AVAILABLE RECORDS
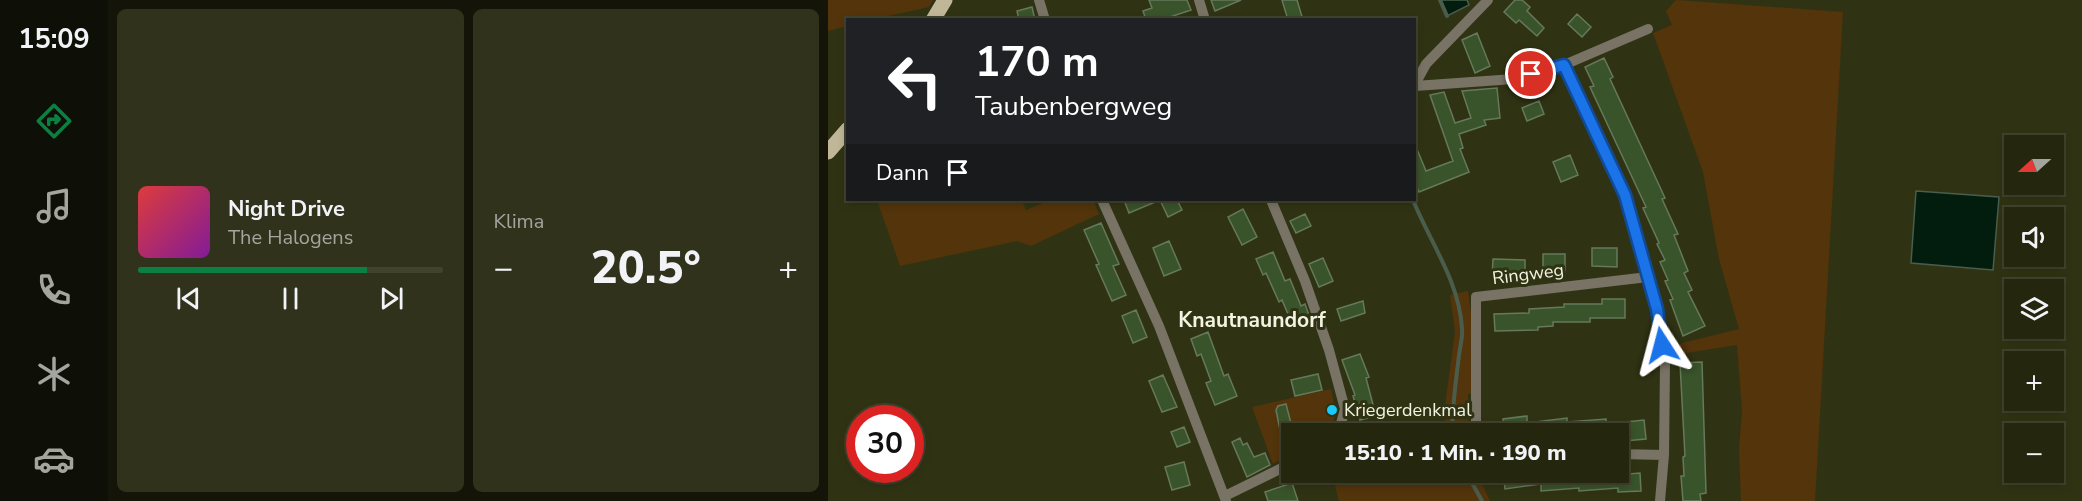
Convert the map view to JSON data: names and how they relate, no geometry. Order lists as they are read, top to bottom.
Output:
{
  "streets": {
    "street": ["Ringweg"]
  },
  "districts": ["Knautnaundorf"],
  "places": ["Kriegerdenkmal"],
  "north": "left",
  "page": {
    "tabs": "15:09",
    "tile": "Klima",
    "turn": ["170 m", "Taubenbergweg"],
    "map_buttons": ["+", "−"],
    "then": "Dann",
    "song": ["Night Drive", "The Halogens"],
    "heat": ["−", "20.5°", "+"],
    "limit": "30",
    "trip": "15:10 · 1 Min. · 190 m"
  }
}
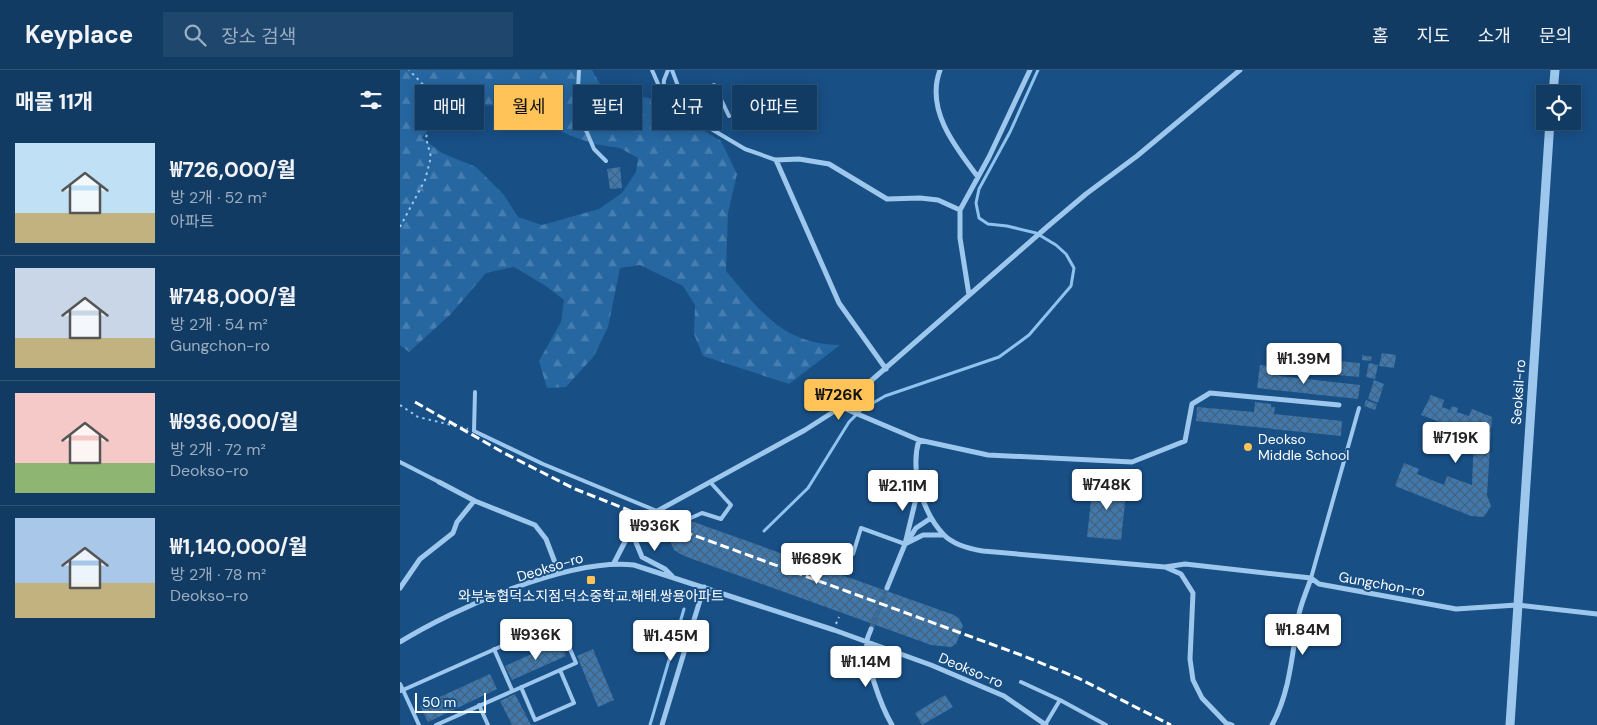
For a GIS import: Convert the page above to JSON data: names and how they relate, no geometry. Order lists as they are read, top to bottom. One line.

WHAT THE TASK ASKS
Apart from the images, the entries above must be returned without alteration.

EXPECTED ANSWER
Convert the map view to JSON data: names and how they relate, no geometry. Order lists as they are read, top to bottom.
Output:
{
  "streets": {
    "street": ["Ringweg"]
  },
  "districts": ["Knautnaundorf"],
  "places": ["Kriegerdenkmal"],
  "north": "left",
  "page": {
    "tabs": "15:09",
    "tile": "Klima",
    "turn": ["170 m", "Taubenbergweg"],
    "map_buttons": ["+", "−"],
    "then": "Dann",
    "song": ["Night Drive", "The Halogens"],
    "heat": ["−", "20.5°", "+"],
    "limit": "30",
    "trip": "15:10 · 1 Min. · 190 m"
  }
}
For a GIS import: Convert the page above to JSON data: names and how they relate, no geometry. Order lists as they are read, top to bottom. One line.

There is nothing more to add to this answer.